The dict notifies its observers on delitem, pop, popitem, resize and clear. Nothing else is necessary - nothing else will change the address of or invalidate an entry.
I think this isn't quite true, because of DUMMY entries.
Insert key1. Insert key2 that wants the same slot. Register an observer that cares about key2 but not key1.
Delete key1. The key1 entry is replaced with DUMMY, but the entry for key2 is not affected.
Look up key2 (by some other code which hasn't already taken this shortcut) and the lookdict function (as a side effect) moves key2 to the better location that key1 no longer occupies. As described, I think this breaks your cache.

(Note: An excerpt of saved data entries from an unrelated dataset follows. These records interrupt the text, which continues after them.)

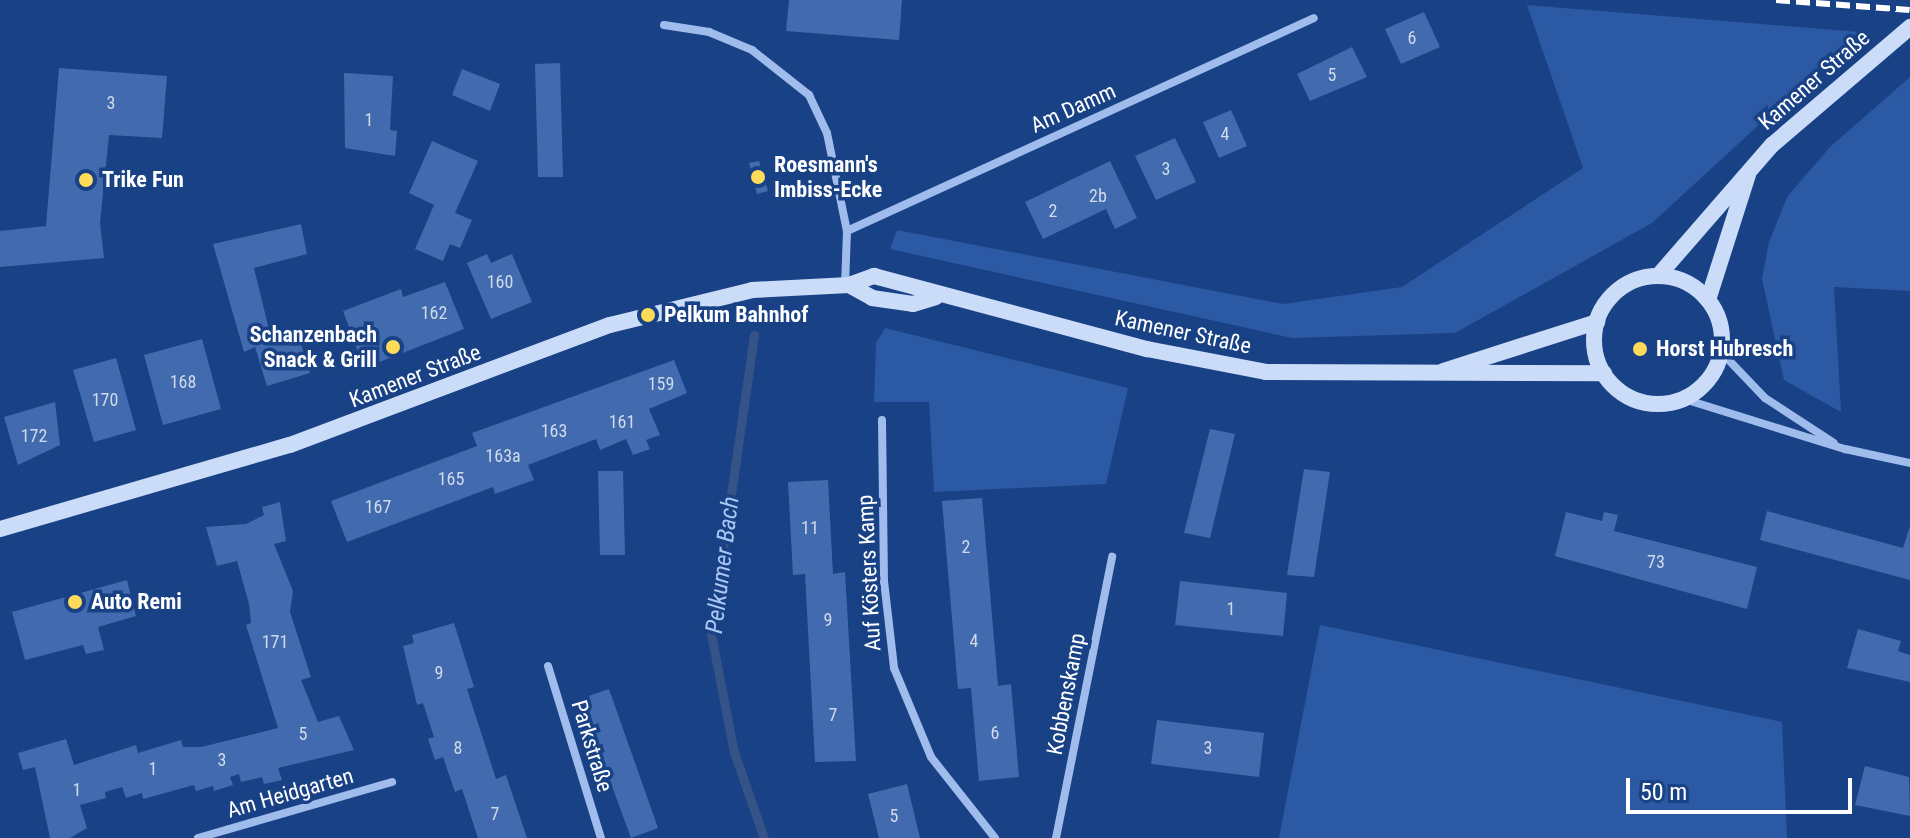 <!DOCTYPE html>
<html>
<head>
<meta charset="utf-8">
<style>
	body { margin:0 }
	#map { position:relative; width:1910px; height:838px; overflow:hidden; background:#194185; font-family:"Roboto Condensed",sans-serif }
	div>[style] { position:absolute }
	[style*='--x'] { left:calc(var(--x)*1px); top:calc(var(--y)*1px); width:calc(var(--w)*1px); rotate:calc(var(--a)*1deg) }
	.green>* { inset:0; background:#2c59a3 }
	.stream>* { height:9px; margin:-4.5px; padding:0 4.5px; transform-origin:4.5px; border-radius:4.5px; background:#355386 }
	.building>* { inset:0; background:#426aae }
	.minor>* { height:8px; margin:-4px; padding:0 4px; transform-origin:4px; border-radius:4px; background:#9fbcec }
	.secondary>* { height:16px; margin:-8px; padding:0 8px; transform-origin:8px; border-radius:8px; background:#cbdcf9 }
	.secondary>.ring { margin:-8px; padding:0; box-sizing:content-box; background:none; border:16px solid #cbdcf9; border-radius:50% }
	.rail>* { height:6px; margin-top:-3px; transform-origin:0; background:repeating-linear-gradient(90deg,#fff 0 14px,transparent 0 20px) }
	.dots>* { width:22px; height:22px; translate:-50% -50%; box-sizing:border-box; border:4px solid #194185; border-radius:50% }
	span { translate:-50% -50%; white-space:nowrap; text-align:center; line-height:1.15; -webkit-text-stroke:7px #194185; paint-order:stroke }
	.number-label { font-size:18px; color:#d0daeb }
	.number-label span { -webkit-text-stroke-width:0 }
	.street-label { font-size:22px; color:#fff }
	.poi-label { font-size:22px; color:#fff; font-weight:700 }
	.left { translate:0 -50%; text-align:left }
	.right { translate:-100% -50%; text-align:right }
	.water-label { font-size:24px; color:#aac7f4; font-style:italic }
	.scale { position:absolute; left:1626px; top:778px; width:226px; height:36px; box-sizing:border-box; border:4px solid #fff; border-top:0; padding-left:10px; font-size:24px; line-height:28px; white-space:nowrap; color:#fff; -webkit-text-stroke:6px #194185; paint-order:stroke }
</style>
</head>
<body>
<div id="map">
	<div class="green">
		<div style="clip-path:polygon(1527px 5px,1860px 32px,1652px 223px,1455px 333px,1292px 338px,890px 249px,897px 230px,1283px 304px,1402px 287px,1583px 168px)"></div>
		<div style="clip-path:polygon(1910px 77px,1910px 291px,1834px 287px,1841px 412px,1784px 380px,1762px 279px,1769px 242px,1787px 197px,1830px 147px)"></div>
		<div style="clip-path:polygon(885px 328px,1128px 388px,1106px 484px,934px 492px,929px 402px,874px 402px,876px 343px)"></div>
		<div style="clip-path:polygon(1320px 625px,1782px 722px,1787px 838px,1279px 838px)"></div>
	</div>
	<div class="stream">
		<div style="--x:754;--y:335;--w:302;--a:98.2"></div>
		<div style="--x:711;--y:634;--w:120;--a:79"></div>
		<div style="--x:734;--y:752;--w:91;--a:70.8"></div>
	</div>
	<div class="building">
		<div style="clip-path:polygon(789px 0,902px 0,899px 40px,786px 31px)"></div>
		<div style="clip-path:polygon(1424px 12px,1440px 47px,1401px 64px,1385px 29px)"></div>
		<div style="clip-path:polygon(1352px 47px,1367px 77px,1310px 101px,1297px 74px)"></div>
		<div style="clip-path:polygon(560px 63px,563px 177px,538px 177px,535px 64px)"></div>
		<div style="clip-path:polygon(59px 68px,167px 76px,162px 138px,109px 135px,100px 223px,104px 258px,0 267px,0 231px,46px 226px)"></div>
		<div style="clip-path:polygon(462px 69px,500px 84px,490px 111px,452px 95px)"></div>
		<div style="clip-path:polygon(344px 73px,393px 76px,390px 130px,397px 131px,395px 156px,345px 148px)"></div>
		<div style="clip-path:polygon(1231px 110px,1247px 146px,1219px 158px,1203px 122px)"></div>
		<div style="clip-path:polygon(1175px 138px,1196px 182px,1156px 200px,1135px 156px)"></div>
		<div style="clip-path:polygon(432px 141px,478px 161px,455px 213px,472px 220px,460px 248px,450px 244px,443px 261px,415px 249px,434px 205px,409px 193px)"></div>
		<div style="clip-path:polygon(759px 161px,768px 191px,757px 194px,749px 163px)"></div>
		<div style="clip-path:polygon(1110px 161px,1137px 218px,1115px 229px,1106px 209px,1043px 239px,1025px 202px)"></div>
		<div style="clip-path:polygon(301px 224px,307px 254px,254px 268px,272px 342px,298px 334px,310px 373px,267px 386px,255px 347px,244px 352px,213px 244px)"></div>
		<div style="clip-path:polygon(487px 254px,491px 263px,512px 254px,532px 302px,491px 319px,467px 263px)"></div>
		<div style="clip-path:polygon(445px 282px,464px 329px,364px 368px,343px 311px,401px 289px,403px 297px)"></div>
		<div style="clip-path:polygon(202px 339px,221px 409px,163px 425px,144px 355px)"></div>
		<div style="clip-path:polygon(116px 358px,136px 430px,94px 442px,73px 370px)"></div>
		<div style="clip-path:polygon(674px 360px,687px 393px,649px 409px,660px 435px,646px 440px,650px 449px,633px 455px,626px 439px,600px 450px,596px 439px,528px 465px,534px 480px,495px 494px,493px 487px,347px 542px,331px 501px,477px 446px,472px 433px)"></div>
		<div style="clip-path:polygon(55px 402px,60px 445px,18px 465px,4px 417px)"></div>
		<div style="clip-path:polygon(1210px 429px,1235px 434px,1210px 538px,1184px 533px)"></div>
		<div style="clip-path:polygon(1304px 469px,1330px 472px,1314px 577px,1287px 575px)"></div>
		<div style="clip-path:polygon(598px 471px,623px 471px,625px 555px,600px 555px)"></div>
		<div style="clip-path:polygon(828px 480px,833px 574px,845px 572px,856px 761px,815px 762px,805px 574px,793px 575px,788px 482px)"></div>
		<div style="clip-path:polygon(982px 498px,998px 686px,1011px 684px,1019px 777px,979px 781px,971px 688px,958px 689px,942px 501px)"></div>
		<div style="clip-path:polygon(280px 502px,286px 541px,274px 544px,293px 591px,290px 612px,311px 677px,301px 680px,318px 722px,339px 716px,354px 750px,278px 768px,282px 780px,264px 784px,262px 777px,241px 782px,239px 774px,230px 777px,233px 785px,214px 791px,213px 786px,196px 791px,194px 785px,143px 799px,142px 793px,126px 798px,122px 787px,105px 792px,106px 798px,80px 805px,87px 828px,70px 838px,50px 838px,35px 767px,23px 770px,18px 753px,66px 739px,74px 765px,136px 745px,138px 753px,181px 740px,183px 747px,201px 747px,278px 728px,246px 625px,251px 623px,249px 604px,237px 561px,217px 566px,206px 527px,246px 524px,264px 515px,262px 507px)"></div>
		<div style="clip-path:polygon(1767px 511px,1903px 548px,1910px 526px,1910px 580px,1760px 540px)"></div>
		<div style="clip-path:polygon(1566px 512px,1602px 521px,1604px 512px,1618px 515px,1614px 531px,1757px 567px,1747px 609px,1555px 556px)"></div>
		<div style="clip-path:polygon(127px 580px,136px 616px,98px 627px,104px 650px,86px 654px,83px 645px,25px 660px,12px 612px)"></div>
		<div style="clip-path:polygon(1180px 581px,1287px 593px,1283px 636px,1175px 625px)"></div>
		<div style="clip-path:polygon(454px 623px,474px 687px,467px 689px,496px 779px,506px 775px,527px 838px,478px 838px,462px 789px,455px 792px,443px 757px,435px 760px,428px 739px,434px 737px,423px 703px,417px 705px,403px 646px,414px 643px,412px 635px)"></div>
		<div style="clip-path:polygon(1858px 629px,1901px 641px,1898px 651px,1910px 655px,1910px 682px,1847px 668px)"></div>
		<div style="clip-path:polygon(609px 689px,658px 828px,631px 838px,580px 699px)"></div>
		<div style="clip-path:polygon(1157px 720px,1264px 733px,1259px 777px,1151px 764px)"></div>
		<div style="clip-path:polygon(1865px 766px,1909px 777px,1910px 816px,1855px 805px)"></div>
		<div style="clip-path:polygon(907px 784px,920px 838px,879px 838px,868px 794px)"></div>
	</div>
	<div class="minor">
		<div style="--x:664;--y:25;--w:46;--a:8.8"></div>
		<div style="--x:709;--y:32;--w:47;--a:22.7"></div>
		<div style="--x:752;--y:50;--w:73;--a:38.3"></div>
		<div style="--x:809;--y:95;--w:42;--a:64.7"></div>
		<div style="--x:827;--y:133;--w:100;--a:78.5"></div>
		<div style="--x:847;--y:231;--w:54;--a:92.1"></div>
		<div style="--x:847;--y:231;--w:513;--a:-24.52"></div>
		<div style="--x:1721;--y:352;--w:64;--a:46.3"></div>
		<div style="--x:1765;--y:398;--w:82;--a:33.1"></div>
		<div style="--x:1684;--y:399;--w:169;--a:17.3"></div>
		<div style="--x:1845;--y:449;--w:66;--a:12.2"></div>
		<div style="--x:882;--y:420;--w:161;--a:89.3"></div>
		<div style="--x:884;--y:581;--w:88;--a:83.4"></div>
		<div style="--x:894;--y:668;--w:96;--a:67.4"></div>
		<div style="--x:931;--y:757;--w:103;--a:51.7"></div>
		<div style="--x:548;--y:666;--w:180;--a:72.9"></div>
		<div style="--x:198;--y:838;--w:202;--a:-16.1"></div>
		<div style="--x:1056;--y:838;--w:287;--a:-78.7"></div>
	</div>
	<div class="secondary">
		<div style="--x:1658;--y:276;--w:174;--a:-49"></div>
		<div style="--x:1772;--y:145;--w:182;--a:-40.5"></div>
		<div class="ring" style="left:1594px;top:276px;width:112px;height:112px"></div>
		<div style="--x:849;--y:285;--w:26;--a:29"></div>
		<div style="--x:872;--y:298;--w:41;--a:8.3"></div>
		<div style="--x:913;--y:304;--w:24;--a:-17"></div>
		<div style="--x:1708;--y:300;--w:131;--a:-72.3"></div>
		<div style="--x:1443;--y:371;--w:162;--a:-17.7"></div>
		<div style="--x:0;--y:529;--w:302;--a:-16.2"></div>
		<div style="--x:290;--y:445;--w:342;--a:-20.6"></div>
		<div style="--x:610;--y:325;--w:146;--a:-13.8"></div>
		<div style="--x:752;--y:290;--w:97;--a:-3"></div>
		<div style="--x:849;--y:285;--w:27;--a:-20"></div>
		<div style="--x:874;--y:276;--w:283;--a:15"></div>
		<div style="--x:1147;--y:349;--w:121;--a:10.9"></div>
		<div style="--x:1266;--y:372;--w:338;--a:0.2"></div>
	</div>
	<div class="rail">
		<div style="--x:1776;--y:0;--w:134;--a:4.3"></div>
	</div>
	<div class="dots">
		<div style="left:758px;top:177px;background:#ffdb5a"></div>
		<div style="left:86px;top:180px;background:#ffdb5a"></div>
		<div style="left:648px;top:315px;background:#ffdb5a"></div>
		<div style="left:393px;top:347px;background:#ffdb5a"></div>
		<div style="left:1640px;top:349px;background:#ffdb5a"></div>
		<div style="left:75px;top:602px;background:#ffdb5a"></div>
	</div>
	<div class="number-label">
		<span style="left:1412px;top:38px">6</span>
		<span style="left:1332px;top:75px">5</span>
		<span style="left:111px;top:103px">3</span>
		<span style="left:369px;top:120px">1</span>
		<span style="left:1225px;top:134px">4</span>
		<span style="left:1166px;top:169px">3</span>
		<span style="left:1098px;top:196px">2b</span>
		<span style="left:1053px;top:211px">2</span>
		<span style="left:500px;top:282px">160</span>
		<span style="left:434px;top:313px">162</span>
		<span style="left:183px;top:382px">168</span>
		<span style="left:661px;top:384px">159</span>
		<span style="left:105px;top:400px">170</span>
		<span style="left:622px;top:422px">161</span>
		<span style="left:554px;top:431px">163</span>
		<span style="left:34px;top:436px">172</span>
		<span style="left:503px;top:456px">163a</span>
		<span style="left:451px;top:479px">165</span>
		<span style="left:378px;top:507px">167</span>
		<span style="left:810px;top:528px">11</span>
		<span style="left:966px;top:547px">2</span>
		<span style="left:1656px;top:562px">73</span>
		<span style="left:1231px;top:609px">1</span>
		<span style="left:828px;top:620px">9</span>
		<span style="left:974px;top:641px">4</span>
		<span style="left:275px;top:642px">171</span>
		<span style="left:439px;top:673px">9</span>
		<span style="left:833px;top:715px">7</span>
		<span style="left:995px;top:733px">6</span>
		<span style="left:303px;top:734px">5</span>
		<span style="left:458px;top:748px">8</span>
		<span style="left:1208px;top:748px">3</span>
		<span style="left:222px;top:760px">3</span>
		<span style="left:153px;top:769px">1</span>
		<span style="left:77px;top:790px">1</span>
		<span style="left:495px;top:814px">7</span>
		<span style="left:894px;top:816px">5</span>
	</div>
	<div class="street-label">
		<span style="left:1814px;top:80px;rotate:-41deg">Kamener Straße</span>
		<span style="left:1073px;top:108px;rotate:-24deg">Am Damm</span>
		<span style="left:1183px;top:332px;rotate:12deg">Kamener Straße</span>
		<span style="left:415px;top:376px;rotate:-21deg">Kamener Straße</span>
		<span style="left:869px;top:573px;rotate:-93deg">Auf Kösters Kamp</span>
		<span style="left:1066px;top:694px;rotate:-79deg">Kobbenskamp</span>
		<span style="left:592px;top:746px;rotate:73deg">Parkstraße</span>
		<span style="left:290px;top:793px;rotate:-16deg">Am Heidgarten</span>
	</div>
	<div class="poi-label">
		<span class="left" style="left:774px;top:177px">Roesmann's<br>Imbiss-Ecke</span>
		<span class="left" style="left:102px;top:180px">Trike Fun</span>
		<span class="left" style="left:664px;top:315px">Pelkum Bahnhof</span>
		<span class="right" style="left:377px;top:347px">Schanzenbach<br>Snack &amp; Grill</span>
		<span class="left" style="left:1656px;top:349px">Horst Hubresch</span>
		<span class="left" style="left:91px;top:602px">Auto Remi</span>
	</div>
	<div class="water-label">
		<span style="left:723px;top:565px;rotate:-83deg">Pelkumer Bach</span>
	</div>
	<div class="scale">50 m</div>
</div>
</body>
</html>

Good grief old chap, you freaked me out.
Turns out it all still works. Whether the lookdict functions used to move entries around I don't know, but now it doesn't. It's probably because deletions are so rare compared to other operations that it's not worth the extra logic in those tight little loops.
Mind if I keep rambling, just to make sure I've got it right? :)
It's the dummy entries that make lookup work at all. The lookdict functions use them as flags so that it knows to keep skipping around the table looking for an open entry or an entry with the right key. It's basically: "If ep->me_key != key or ep->me_key == dummy, I need to keep trying different ep's. If I reach an empty ep, return the first dummy I found or that ep if I didn't find one. If I reach an ep with the right key, return that."
I wasn't completely satisfied by static analysis, so I traced the case you brought up through both lookdict and lookdict_string. Here it is:
Assume hash(key1) == hash(key2). Assume (without loss of generality) that for this hash, entries are traversed in order 0, 1, 2...
Insert key1:
0: key1 1: NULL 2: ...
Insert key2:
0: key1 1: key2 2: ...
Delete key1:
0: dummy 1: key2 2: ...
Look up key2 (trace):
("freeslot" keeps track of the first dummy found on the traversal; is NULL if none found)
start: ep = 0 freeslot = 0 [ep->me_key == dummy] loop: ep = 1 return ep [ep->me_key == key2]
In that last bit would have been the part that goes something like this:
if (freeslot != NULL) { /* refcount-neutral */ *freeslot = *ep; ep->me_key = dummy; ep->me_value = NULL; return freeslot; } else return ep;
It might be a speed improvement if you assume that the key is very likely to be looked up again. But it's extra complexity in a speed-critical code path and you never know whether you lengthened the traversal for other lookups.
As long as it's a wash in the end, it might as well be left alone, at least for the fast globals. :D
Neil